He was gone, except for a sizable swatch of black flannel dangling from a thornbush. I picked it off and held it to my nose, inhaling the unique scent of the Prince Charming cologne. Yes, definitely his.
Stuffing the torn piece of shirt into my back pocket, I found my way to the path and ran as fast as I could, Her Majesty’s royal fluff ball bouncing in my arms. Had this been a real fairyland and I had been a real lady-in-waiting to a real evil queen, perhaps a pumpkin carriage or a knight on horseback might have come to my rescue.

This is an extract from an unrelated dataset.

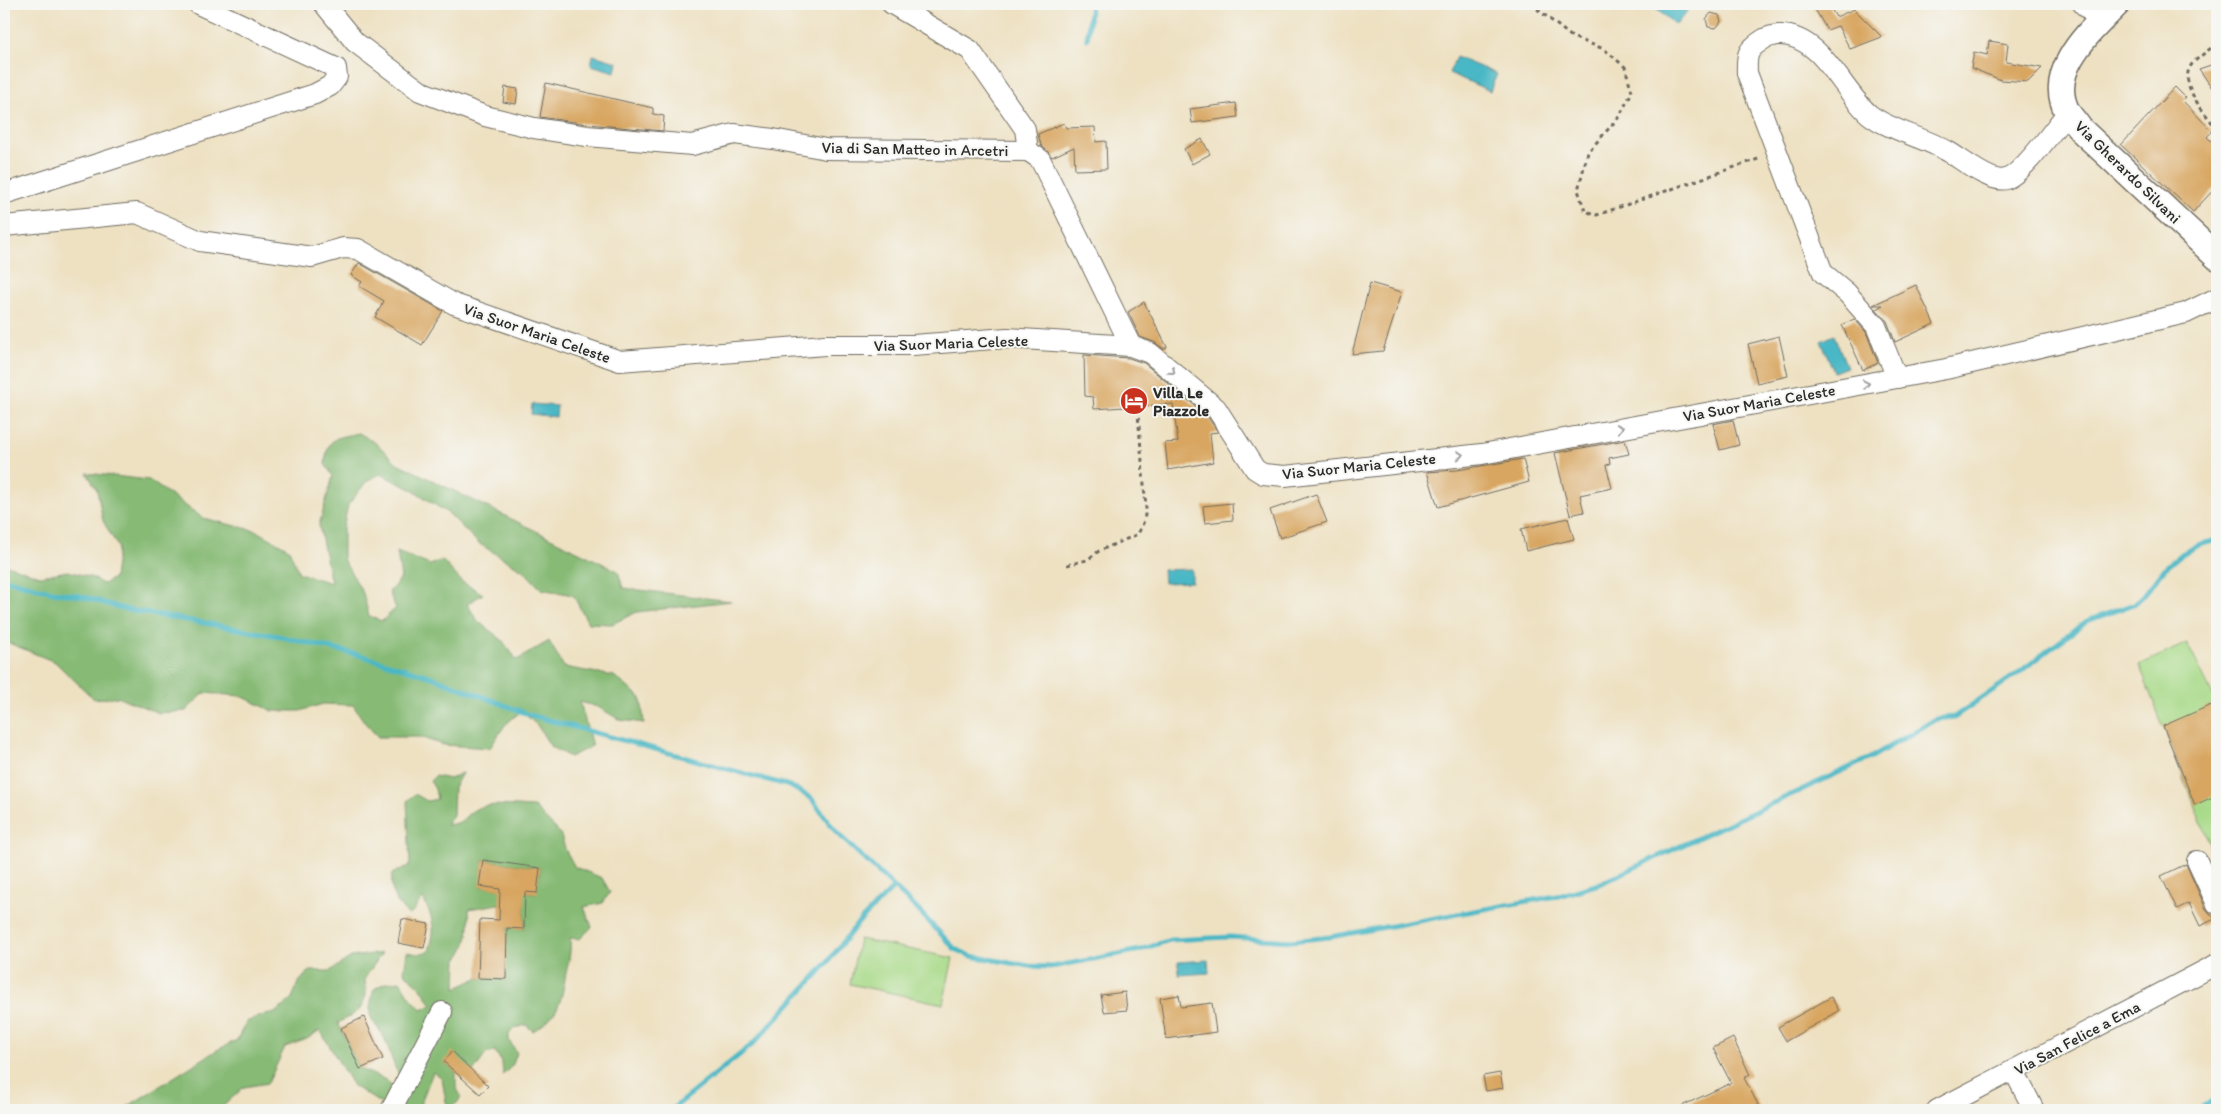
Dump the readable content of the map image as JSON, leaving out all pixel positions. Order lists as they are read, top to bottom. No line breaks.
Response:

But this wasn’t a real fairyland. It was Fairyland Kingdom, a destination fairy-tale theme park in the Pinelands of southern New Jersey, and I was a seventeen-year-old cast member interning for the summer in an exclusive program that thousands of teenagers from across the world auditioned for every year. I was lucky to be here—everyone said so—even though I was fast learning that behind the sweetly smiling princesses and dashing princes, there was a secret world that wasn’t oh-so-innocent.
That night, I showered off the sand and slid under my own sheets, slipping the prince’s shirt swatch beneath my pillow for safekeeping. Home at last.
As I drifted off to blissful sleep, I tried to recall my rosy expectations when Jess and I had arrived at Fairyland only a few weeks before, how we’d looked forward to a pleasant summer of dressing up in costumes and entertaining children, while in our off-hours getting to know the extremely cute princes.
Oh, how wrong I’d been. Fairyland was nothing like I’d imagined, except maybe for the princes.
They were even better.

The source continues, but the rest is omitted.